### Collected data
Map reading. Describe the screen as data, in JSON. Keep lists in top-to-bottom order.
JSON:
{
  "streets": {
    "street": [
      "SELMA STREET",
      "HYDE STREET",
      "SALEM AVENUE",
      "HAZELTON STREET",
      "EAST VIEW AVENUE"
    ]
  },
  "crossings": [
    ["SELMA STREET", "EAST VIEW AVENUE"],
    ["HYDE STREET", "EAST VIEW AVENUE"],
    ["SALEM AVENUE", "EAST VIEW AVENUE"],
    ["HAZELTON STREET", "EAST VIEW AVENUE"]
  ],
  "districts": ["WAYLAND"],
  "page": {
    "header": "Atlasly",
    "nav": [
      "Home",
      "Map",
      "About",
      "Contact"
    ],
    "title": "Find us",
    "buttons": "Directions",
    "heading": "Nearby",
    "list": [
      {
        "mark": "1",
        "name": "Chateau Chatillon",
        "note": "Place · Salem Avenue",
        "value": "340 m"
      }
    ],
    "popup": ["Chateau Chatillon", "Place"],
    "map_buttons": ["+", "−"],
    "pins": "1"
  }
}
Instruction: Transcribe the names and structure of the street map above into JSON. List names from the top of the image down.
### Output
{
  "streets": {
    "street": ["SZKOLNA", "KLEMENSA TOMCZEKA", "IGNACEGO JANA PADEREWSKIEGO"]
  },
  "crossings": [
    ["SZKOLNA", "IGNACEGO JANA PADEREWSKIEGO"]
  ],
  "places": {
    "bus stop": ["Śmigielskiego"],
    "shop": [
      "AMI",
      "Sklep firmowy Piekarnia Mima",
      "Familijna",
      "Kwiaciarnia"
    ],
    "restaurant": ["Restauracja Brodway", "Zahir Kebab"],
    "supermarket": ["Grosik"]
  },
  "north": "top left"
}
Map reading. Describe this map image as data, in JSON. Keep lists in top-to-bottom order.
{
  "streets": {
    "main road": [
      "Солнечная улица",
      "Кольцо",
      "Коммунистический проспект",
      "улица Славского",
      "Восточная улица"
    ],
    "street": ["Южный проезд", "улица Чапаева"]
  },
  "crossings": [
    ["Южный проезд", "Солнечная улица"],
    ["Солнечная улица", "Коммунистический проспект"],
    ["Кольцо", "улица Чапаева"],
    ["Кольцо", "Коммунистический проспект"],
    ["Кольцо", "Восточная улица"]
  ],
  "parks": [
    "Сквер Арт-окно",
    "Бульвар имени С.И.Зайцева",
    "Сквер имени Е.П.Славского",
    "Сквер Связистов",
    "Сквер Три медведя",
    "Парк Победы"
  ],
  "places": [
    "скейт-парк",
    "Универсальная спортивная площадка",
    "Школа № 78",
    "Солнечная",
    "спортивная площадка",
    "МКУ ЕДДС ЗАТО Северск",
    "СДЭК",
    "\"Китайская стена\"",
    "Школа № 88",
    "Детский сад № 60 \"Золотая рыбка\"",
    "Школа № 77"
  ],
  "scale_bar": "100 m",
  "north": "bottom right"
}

### About this exercise
Wherever "IGNACEGO" appears in a line of the entries, copy that line.

### Task output
    "street": ["SZKOLNA", "KLEMENSA TOMCZEKA", "IGNACEGO JANA PADEREWSKIEGO"]
    ["SZKOLNA", "IGNACEGO JANA PADEREWSKIEGO"]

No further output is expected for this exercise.